## [How to complete this task]
Going down the listing below, print exactly each line from the one with "M444,875L442,884L406,935L408,927Z" up to and including the one with "<!-- route -->", and skip the rest.

## [Data for this exercise]
"""

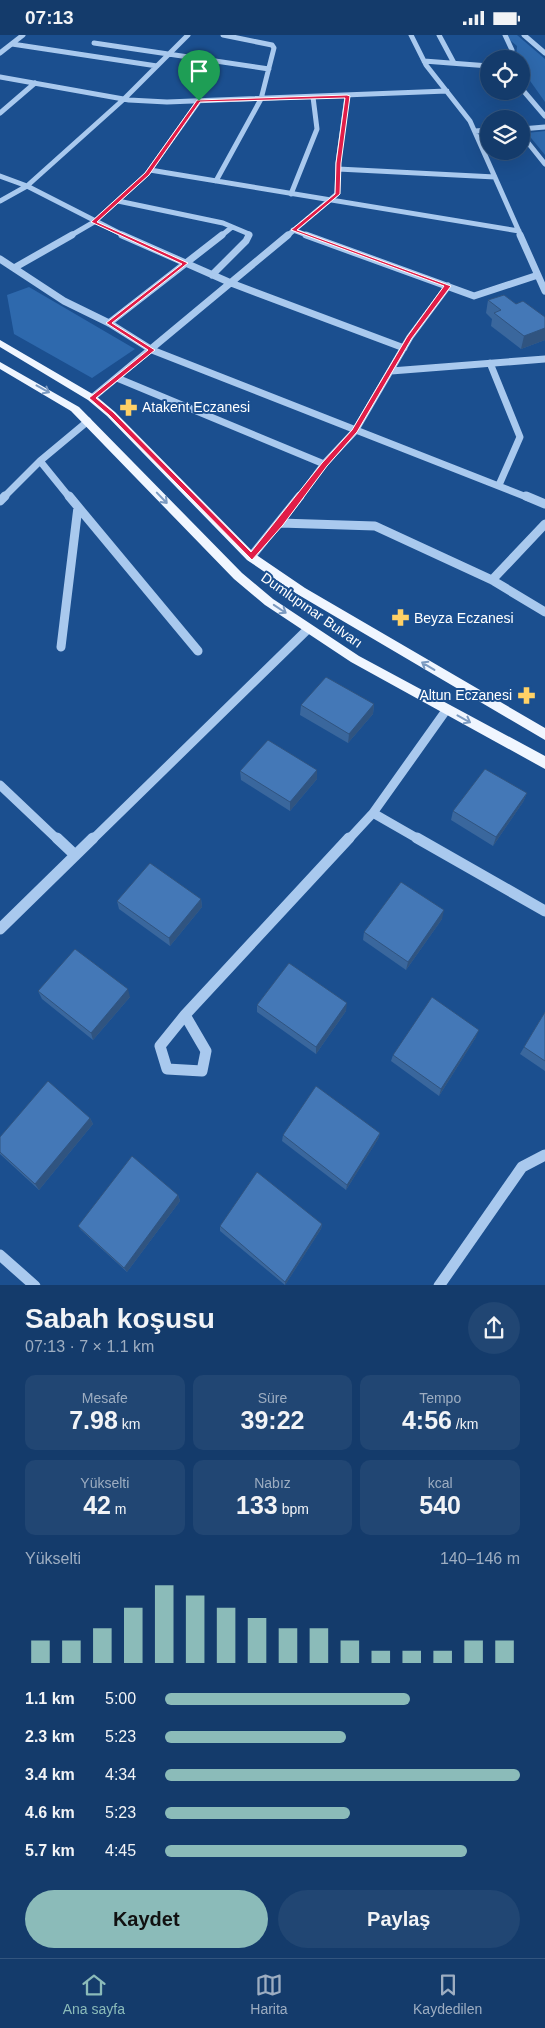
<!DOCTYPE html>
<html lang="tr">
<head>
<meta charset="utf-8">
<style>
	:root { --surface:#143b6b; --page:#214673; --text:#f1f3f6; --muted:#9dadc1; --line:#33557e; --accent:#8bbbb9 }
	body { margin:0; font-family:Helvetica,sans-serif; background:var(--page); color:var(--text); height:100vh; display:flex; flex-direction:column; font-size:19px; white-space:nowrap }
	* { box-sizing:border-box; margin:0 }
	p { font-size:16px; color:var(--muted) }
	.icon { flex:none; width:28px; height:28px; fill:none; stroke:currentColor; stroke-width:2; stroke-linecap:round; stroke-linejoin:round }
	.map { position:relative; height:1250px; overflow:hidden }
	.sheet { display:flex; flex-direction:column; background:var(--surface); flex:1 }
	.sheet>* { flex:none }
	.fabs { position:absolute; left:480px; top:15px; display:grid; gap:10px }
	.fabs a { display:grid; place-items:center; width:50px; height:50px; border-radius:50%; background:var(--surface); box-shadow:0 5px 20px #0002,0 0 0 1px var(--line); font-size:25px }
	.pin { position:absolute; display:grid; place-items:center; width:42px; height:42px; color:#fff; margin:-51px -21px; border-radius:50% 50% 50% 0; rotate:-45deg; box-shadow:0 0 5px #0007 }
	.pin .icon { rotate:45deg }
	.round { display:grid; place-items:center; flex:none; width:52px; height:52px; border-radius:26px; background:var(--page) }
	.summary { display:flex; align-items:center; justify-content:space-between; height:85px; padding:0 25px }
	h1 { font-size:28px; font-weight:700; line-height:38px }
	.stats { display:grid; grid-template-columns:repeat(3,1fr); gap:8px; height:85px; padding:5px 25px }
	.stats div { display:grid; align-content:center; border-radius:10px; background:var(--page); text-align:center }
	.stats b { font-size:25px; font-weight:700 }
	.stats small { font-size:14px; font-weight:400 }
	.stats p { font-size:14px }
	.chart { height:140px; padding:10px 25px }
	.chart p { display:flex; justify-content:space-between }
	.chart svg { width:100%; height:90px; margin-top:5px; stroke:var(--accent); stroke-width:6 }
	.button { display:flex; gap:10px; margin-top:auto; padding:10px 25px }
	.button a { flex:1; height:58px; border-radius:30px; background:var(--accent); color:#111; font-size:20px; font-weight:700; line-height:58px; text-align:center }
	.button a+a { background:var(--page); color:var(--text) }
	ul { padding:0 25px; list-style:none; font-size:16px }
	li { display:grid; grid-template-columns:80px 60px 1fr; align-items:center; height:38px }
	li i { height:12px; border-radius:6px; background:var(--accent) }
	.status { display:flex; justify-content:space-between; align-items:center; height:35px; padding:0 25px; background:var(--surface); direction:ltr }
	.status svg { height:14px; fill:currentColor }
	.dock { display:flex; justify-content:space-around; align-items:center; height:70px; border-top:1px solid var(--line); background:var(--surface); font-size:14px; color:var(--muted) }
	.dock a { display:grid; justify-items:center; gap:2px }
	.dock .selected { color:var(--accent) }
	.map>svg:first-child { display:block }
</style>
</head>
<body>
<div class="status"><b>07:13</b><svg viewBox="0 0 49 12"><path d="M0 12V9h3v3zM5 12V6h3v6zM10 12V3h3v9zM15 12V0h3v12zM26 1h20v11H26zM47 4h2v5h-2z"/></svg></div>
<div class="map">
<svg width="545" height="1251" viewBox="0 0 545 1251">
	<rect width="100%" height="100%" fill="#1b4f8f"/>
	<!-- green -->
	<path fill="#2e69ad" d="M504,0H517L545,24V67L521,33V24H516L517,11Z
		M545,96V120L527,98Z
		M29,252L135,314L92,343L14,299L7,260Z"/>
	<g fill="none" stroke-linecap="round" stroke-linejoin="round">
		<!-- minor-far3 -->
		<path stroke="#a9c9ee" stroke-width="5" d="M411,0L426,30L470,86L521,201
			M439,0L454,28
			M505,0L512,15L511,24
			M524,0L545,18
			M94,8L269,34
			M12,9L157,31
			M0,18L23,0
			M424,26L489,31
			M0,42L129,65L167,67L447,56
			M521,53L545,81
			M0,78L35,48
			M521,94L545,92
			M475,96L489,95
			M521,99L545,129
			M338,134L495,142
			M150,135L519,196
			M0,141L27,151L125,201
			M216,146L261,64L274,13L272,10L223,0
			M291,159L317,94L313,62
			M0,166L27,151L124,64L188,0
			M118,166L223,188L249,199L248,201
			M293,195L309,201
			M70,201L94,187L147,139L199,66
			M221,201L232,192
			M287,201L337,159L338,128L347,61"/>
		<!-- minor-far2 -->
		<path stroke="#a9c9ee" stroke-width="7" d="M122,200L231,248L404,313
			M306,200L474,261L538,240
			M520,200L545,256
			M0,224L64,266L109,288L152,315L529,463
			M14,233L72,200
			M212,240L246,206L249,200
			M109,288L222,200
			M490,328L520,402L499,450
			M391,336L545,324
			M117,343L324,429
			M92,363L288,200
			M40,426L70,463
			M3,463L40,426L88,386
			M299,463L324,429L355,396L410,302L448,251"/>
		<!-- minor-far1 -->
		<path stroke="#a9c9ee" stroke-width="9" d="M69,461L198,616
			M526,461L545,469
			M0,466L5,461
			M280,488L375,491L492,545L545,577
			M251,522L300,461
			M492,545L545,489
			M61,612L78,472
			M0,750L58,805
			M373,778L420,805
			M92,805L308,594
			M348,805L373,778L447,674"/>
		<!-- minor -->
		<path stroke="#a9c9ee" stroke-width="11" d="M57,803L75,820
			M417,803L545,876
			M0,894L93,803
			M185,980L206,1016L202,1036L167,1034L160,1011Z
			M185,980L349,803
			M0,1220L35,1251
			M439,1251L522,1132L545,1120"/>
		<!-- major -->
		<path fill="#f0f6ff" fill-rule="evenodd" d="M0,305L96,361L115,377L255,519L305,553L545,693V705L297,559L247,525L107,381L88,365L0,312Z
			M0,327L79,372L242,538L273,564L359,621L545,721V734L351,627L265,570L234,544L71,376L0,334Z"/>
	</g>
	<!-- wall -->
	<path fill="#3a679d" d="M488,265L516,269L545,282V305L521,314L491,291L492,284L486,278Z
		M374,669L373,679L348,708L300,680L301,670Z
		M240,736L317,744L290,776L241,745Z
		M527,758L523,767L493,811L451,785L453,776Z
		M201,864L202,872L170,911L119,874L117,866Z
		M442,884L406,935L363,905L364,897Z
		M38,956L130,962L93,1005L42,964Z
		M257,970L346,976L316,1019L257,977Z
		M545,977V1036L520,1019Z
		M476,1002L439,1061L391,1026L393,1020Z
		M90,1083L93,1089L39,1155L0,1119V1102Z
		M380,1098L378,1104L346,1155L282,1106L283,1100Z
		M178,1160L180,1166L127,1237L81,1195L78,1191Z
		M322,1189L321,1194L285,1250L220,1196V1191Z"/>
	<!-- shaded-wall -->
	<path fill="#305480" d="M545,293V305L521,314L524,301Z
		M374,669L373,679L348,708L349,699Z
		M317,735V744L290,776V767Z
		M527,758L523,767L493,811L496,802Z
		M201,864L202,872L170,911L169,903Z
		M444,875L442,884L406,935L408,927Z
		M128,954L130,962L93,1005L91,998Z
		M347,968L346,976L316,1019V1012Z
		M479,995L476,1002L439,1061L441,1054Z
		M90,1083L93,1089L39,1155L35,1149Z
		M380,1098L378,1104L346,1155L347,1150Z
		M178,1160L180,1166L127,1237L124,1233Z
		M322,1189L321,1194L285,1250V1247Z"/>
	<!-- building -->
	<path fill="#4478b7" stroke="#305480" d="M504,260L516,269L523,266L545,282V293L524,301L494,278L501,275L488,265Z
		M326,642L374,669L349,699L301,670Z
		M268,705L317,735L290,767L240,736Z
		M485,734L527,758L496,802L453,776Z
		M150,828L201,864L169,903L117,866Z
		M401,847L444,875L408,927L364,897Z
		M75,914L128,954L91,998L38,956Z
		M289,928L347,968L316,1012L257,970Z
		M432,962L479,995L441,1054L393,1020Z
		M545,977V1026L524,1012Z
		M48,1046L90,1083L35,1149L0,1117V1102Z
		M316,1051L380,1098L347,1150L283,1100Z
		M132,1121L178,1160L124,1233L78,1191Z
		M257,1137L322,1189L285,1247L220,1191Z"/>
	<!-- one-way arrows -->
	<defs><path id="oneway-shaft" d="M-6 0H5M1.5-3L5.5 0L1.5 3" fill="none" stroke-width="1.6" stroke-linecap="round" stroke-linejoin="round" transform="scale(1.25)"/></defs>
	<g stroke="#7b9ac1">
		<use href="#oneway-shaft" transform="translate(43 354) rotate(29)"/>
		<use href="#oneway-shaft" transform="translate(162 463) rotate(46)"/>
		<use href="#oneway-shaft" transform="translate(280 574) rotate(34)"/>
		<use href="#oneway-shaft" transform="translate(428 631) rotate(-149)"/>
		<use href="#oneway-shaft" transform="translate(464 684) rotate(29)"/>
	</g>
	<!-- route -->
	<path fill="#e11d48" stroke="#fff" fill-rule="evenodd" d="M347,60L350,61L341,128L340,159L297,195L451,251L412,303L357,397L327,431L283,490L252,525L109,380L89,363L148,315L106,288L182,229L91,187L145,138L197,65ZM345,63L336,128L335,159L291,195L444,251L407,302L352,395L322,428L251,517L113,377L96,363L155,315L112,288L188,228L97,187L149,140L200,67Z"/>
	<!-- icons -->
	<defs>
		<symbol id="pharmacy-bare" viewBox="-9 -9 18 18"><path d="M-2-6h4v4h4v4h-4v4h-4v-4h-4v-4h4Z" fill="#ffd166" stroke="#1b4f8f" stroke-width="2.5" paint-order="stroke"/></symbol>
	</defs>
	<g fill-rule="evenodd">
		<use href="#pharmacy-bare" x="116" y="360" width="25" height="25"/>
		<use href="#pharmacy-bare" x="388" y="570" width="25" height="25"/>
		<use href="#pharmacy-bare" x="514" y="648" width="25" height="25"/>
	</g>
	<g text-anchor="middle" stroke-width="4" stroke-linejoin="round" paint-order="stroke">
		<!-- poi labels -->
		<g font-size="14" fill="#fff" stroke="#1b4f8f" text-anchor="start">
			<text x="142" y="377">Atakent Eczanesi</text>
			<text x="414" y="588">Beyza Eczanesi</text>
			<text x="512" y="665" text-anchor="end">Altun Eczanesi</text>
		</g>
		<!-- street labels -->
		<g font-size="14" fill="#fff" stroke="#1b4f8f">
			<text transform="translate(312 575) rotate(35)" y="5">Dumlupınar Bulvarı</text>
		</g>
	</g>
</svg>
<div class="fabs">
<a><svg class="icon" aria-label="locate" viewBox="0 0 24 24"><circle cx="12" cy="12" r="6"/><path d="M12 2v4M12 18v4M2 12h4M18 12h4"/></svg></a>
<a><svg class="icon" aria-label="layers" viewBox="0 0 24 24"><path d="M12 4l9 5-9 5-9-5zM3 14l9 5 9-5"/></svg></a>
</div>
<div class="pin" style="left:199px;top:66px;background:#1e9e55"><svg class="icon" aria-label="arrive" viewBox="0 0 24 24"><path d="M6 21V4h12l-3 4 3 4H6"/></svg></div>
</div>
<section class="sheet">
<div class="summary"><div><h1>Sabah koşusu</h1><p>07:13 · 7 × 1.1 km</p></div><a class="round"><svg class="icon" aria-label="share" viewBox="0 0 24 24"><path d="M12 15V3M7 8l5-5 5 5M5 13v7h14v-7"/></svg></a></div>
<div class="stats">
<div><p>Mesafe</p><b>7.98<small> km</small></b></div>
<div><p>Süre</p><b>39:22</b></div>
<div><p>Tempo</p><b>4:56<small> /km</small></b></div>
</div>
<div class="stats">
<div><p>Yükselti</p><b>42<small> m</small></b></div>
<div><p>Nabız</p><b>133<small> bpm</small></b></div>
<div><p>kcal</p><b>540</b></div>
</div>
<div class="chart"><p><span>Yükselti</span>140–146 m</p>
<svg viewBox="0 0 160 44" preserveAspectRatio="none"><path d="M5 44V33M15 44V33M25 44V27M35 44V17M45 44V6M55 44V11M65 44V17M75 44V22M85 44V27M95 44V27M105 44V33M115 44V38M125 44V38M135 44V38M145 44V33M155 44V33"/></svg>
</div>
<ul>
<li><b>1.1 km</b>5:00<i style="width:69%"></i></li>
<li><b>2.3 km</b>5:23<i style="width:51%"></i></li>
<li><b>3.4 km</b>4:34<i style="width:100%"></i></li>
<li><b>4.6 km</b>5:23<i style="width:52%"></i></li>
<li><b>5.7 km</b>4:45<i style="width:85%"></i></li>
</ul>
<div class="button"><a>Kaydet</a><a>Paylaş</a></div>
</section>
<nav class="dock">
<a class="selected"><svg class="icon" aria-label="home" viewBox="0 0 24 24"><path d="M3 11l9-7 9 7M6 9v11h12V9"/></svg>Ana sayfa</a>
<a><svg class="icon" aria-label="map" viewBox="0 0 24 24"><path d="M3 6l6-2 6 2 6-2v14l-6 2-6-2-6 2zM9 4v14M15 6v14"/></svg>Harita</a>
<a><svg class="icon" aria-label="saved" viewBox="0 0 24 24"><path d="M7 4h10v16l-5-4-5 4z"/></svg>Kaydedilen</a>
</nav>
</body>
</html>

"""

## [Answer to the exercise]
		M444,875L442,884L406,935L408,927Z
		M128,954L130,962L93,1005L91,998Z
		M347,968L346,976L316,1019V1012Z
		M479,995L476,1002L439,1061L441,1054Z
		M90,1083L93,1089L39,1155L35,1149Z
		M380,1098L378,1104L346,1155L347,1150Z
		M178,1160L180,1166L127,1237L124,1233Z
		M322,1189L321,1194L285,1250V1247Z"/>
	<!-- building -->
	<path fill="#4478b7" stroke="#305480" d="M504,260L516,269L523,266L545,282V293L524,301L494,278L501,275L488,265Z
		M326,642L374,669L349,699L301,670Z
		M268,705L317,735L290,767L240,736Z
		M485,734L527,758L496,802L453,776Z
		M150,828L201,864L169,903L117,866Z
		M401,847L444,875L408,927L364,897Z
		M75,914L128,954L91,998L38,956Z
		M289,928L347,968L316,1012L257,970Z
		M432,962L479,995L441,1054L393,1020Z
		M545,977V1026L524,1012Z
		M48,1046L90,1083L35,1149L0,1117V1102Z
		M316,1051L380,1098L347,1150L283,1100Z
		M132,1121L178,1160L124,1233L78,1191Z
		M257,1137L322,1189L285,1247L220,1191Z"/>
	<!-- one-way arrows -->
	<defs><path id="oneway-shaft" d="M-6 0H5M1.5-3L5.5 0L1.5 3" fill="none" stroke-width="1.6" stroke-linecap="round" stroke-linejoin="round" transform="scale(1.25)"/></defs>
	<g stroke="#7b9ac1">
		<use href="#oneway-shaft" transform="translate(43 354) rotate(29)"/>
		<use href="#oneway-shaft" transform="translate(162 463) rotate(46)"/>
		<use href="#oneway-shaft" transform="translate(280 574) rotate(34)"/>
		<use href="#oneway-shaft" transform="translate(428 631) rotate(-149)"/>
		<use href="#oneway-shaft" transform="translate(464 684) rotate(29)"/>
	</g>
	<!-- route -->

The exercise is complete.